[What to work on]
Write out all of the entries exactly as given.

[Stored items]
#####

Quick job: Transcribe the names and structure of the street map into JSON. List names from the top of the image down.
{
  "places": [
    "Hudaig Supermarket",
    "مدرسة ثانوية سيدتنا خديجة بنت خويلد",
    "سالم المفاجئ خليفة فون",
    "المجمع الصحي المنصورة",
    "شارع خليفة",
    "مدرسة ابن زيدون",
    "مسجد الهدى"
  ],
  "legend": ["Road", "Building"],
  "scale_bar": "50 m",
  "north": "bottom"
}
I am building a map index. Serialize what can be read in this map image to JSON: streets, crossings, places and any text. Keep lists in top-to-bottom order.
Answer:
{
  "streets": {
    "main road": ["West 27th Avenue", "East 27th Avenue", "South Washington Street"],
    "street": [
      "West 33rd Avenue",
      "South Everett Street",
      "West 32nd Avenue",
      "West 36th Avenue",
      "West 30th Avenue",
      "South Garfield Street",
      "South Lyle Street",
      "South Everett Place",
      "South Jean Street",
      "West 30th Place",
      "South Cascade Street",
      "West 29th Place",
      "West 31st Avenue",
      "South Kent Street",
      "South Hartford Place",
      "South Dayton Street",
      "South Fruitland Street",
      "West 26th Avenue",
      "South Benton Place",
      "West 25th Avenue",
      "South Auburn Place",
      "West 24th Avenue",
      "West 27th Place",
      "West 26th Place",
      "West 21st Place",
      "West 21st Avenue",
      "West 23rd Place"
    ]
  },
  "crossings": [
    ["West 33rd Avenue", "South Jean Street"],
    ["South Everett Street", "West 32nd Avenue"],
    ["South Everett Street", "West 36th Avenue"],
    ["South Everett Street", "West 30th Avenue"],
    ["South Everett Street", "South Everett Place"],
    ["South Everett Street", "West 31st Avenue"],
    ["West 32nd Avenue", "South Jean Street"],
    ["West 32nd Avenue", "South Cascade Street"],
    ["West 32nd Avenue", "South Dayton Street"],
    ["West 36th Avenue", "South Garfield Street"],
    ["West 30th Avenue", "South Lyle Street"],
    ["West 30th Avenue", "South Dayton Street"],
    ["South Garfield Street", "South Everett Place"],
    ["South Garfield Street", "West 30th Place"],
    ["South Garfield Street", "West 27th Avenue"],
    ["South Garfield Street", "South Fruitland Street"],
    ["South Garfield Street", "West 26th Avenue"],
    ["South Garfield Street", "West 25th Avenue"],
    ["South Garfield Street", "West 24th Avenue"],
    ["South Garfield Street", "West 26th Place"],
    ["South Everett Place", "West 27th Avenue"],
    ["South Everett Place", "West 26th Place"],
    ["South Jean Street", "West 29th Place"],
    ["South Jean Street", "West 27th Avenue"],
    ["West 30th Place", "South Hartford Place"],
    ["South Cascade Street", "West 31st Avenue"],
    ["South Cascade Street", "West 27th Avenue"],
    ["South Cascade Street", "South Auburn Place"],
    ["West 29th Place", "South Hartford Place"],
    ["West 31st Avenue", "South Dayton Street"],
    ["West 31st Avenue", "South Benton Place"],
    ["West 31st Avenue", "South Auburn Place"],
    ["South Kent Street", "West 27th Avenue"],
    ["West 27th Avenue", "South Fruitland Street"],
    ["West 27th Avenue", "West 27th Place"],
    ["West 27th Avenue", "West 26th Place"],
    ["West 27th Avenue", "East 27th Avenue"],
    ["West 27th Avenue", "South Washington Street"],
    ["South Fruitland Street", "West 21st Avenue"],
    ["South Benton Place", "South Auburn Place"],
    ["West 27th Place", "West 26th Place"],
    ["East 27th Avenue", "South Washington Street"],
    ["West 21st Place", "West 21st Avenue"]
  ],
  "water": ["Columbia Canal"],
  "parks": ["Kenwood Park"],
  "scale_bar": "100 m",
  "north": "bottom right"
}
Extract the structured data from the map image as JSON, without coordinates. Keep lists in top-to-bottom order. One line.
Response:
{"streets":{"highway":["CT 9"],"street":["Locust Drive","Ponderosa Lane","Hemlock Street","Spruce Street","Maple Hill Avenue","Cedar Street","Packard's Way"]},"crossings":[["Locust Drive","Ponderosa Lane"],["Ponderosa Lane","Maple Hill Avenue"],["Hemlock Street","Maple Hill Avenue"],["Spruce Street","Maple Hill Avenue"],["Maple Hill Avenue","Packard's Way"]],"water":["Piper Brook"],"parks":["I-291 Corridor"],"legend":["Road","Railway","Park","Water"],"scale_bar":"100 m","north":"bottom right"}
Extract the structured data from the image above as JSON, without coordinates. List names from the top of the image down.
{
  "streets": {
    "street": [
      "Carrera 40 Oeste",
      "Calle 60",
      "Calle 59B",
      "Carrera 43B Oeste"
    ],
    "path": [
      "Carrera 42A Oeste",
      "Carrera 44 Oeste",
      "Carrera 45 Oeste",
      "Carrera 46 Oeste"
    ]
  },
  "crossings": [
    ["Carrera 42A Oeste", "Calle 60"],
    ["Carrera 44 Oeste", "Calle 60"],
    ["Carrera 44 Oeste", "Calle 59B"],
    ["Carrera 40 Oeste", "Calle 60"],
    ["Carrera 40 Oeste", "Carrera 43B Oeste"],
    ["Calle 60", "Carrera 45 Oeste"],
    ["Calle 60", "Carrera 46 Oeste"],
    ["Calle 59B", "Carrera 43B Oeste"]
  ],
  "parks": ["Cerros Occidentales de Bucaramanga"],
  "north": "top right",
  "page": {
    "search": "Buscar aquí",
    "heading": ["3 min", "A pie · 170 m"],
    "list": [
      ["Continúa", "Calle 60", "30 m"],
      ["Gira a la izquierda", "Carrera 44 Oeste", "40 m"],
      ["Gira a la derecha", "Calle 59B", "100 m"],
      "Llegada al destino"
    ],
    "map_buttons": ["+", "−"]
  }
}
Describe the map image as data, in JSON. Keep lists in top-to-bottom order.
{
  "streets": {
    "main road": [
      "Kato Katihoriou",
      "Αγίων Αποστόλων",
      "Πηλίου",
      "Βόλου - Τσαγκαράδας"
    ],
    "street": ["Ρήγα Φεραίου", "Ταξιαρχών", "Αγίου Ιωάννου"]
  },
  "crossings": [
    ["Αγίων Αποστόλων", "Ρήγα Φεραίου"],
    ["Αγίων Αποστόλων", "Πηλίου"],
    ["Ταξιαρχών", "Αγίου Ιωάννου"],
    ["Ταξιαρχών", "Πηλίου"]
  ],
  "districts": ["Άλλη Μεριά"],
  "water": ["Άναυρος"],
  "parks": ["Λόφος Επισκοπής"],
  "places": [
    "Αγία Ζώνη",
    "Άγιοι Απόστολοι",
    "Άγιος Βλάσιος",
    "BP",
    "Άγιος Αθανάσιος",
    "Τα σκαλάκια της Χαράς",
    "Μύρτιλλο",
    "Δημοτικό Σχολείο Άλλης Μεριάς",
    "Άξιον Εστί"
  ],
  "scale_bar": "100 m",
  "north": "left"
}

#####

[Your response]
Quick job: Transcribe the names and structure of the street map into JSON. List names from the top of the image down.
{
  "places": [
    "Hudaig Supermarket",
    "مدرسة ثانوية سيدتنا خديجة بنت خويلد",
    "سالم المفاجئ خليفة فون",
    "المجمع الصحي المنصورة",
    "شارع خليفة",
    "مدرسة ابن زيدون",
    "مسجد الهدى"
  ],
  "legend": ["Road", "Building"],
  "scale_bar": "50 m",
  "north": "bottom"
}
I am building a map index. Serialize what can be read in this map image to JSON: streets, crossings, places and any text. Keep lists in top-to-bottom order.
Answer:
{
  "streets": {
    "main road": ["West 27th Avenue", "East 27th Avenue", "South Washington Street"],
    "street": [
      "West 33rd Avenue",
      "South Everett Street",
      "West 32nd Avenue",
      "West 36th Avenue",
      "West 30th Avenue",
      "South Garfield Street",
      "South Lyle Street",
      "South Everett Place",
      "South Jean Street",
      "West 30th Place",
      "South Cascade Street",
      "West 29th Place",
      "West 31st Avenue",
      "South Kent Street",
      "South Hartford Place",
      "South Dayton Street",
      "South Fruitland Street",
      "West 26th Avenue",
      "South Benton Place",
      "West 25th Avenue",
      "South Auburn Place",
      "West 24th Avenue",
      "West 27th Place",
      "West 26th Place",
      "West 21st Place",
      "West 21st Avenue",
      "West 23rd Place"
    ]
  },
  "crossings": [
    ["West 33rd Avenue", "South Jean Street"],
    ["South Everett Street", "West 32nd Avenue"],
    ["South Everett Street", "West 36th Avenue"],
    ["South Everett Street", "West 30th Avenue"],
    ["South Everett Street", "South Everett Place"],
    ["South Everett Street", "West 31st Avenue"],
    ["West 32nd Avenue", "South Jean Street"],
    ["West 32nd Avenue", "South Cascade Street"],
    ["West 32nd Avenue", "South Dayton Street"],
    ["West 36th Avenue", "South Garfield Street"],
    ["West 30th Avenue", "South Lyle Street"],
    ["West 30th Avenue", "South Dayton Street"],
    ["South Garfield Street", "South Everett Place"],
    ["South Garfield Street", "West 30th Place"],
    ["South Garfield Street", "West 27th Avenue"],
    ["South Garfield Street", "South Fruitland Street"],
    ["South Garfield Street", "West 26th Avenue"],
    ["South Garfield Street", "West 25th Avenue"],
    ["South Garfield Street", "West 24th Avenue"],
    ["South Garfield Street", "West 26th Place"],
    ["South Everett Place", "West 27th Avenue"],
    ["South Everett Place", "West 26th Place"],
    ["South Jean Street", "West 29th Place"],
    ["South Jean Street", "West 27th Avenue"],
    ["West 30th Place", "South Hartford Place"],
    ["South Cascade Street", "West 31st Avenue"],
    ["South Cascade Street", "West 27th Avenue"],
    ["South Cascade Street", "South Auburn Place"],
    ["West 29th Place", "South Hartford Place"],
    ["West 31st Avenue", "South Dayton Street"],
    ["West 31st Avenue", "South Benton Place"],
    ["West 31st Avenue", "South Auburn Place"],
    ["South Kent Street", "West 27th Avenue"],
    ["West 27th Avenue", "South Fruitland Street"],
    ["West 27th Avenue", "West 27th Place"],
    ["West 27th Avenue", "West 26th Place"],
    ["West 27th Avenue", "East 27th Avenue"],
    ["West 27th Avenue", "South Washington Street"],
    ["South Fruitland Street", "West 21st Avenue"],
    ["South Benton Place", "South Auburn Place"],
    ["West 27th Place", "West 26th Place"],
    ["East 27th Avenue", "South Washington Street"],
    ["West 21st Place", "West 21st Avenue"]
  ],
  "water": ["Columbia Canal"],
  "parks": ["Kenwood Park"],
  "scale_bar": "100 m",
  "north": "bottom right"
}
Extract the structured data from the map image as JSON, without coordinates. Keep lists in top-to-bottom order. One line.
Response:
{"streets":{"highway":["CT 9"],"street":["Locust Drive","Ponderosa Lane","Hemlock Street","Spruce Street","Maple Hill Avenue","Cedar Street","Packard's Way"]},"crossings":[["Locust Drive","Ponderosa Lane"],["Ponderosa Lane","Maple Hill Avenue"],["Hemlock Street","Maple Hill Avenue"],["Spruce Street","Maple Hill Avenue"],["Maple Hill Avenue","Packard's Way"]],"water":["Piper Brook"],"parks":["I-291 Corridor"],"legend":["Road","Railway","Park","Water"],"scale_bar":"100 m","north":"bottom right"}
Extract the structured data from the image above as JSON, without coordinates. List names from the top of the image down.
{
  "streets": {
    "street": [
      "Carrera 40 Oeste",
      "Calle 60",
      "Calle 59B",
      "Carrera 43B Oeste"
    ],
    "path": [
      "Carrera 42A Oeste",
      "Carrera 44 Oeste",
      "Carrera 45 Oeste",
      "Carrera 46 Oeste"
    ]
  },
  "crossings": [
    ["Carrera 42A Oeste", "Calle 60"],
    ["Carrera 44 Oeste", "Calle 60"],
    ["Carrera 44 Oeste", "Calle 59B"],
    ["Carrera 40 Oeste", "Calle 60"],
    ["Carrera 40 Oeste", "Carrera 43B Oeste"],
    ["Calle 60", "Carrera 45 Oeste"],
    ["Calle 60", "Carrera 46 Oeste"],
    ["Calle 59B", "Carrera 43B Oeste"]
  ],
  "parks": ["Cerros Occidentales de Bucaramanga"],
  "north": "top right",
  "page": {
    "search": "Buscar aquí",
    "heading": ["3 min", "A pie · 170 m"],
    "list": [
      ["Continúa", "Calle 60", "30 m"],
      ["Gira a la izquierda", "Carrera 44 Oeste", "40 m"],
      ["Gira a la derecha", "Calle 59B", "100 m"],
      "Llegada al destino"
    ],
    "map_buttons": ["+", "−"]
  }
}
Describe the map image as data, in JSON. Keep lists in top-to-bottom order.
{
  "streets": {
    "main road": [
      "Kato Katihoriou",
      "Αγίων Αποστόλων",
      "Πηλίου",
      "Βόλου - Τσαγκαράδας"
    ],
    "street": ["Ρήγα Φεραίου", "Ταξιαρχών", "Αγίου Ιωάννου"]
  },
  "crossings": [
    ["Αγίων Αποστόλων", "Ρήγα Φεραίου"],
    ["Αγίων Αποστόλων", "Πηλίου"],
    ["Ταξιαρχών", "Αγίου Ιωάννου"],
    ["Ταξιαρχών", "Πηλίου"]
  ],
  "districts": ["Άλλη Μεριά"],
  "water": ["Άναυρος"],
  "parks": ["Λόφος Επισκοπής"],
  "places": [
    "Αγία Ζώνη",
    "Άγιοι Απόστολοι",
    "Άγιος Βλάσιος",
    "BP",
    "Άγιος Αθανάσιος",
    "Τα σκαλάκια της Χαράς",
    "Μύρτιλλο",
    "Δημοτικό Σχολείο Άλλης Μεριάς",
    "Άξιον Εστί"
  ],
  "scale_bar": "100 m",
  "north": "left"
}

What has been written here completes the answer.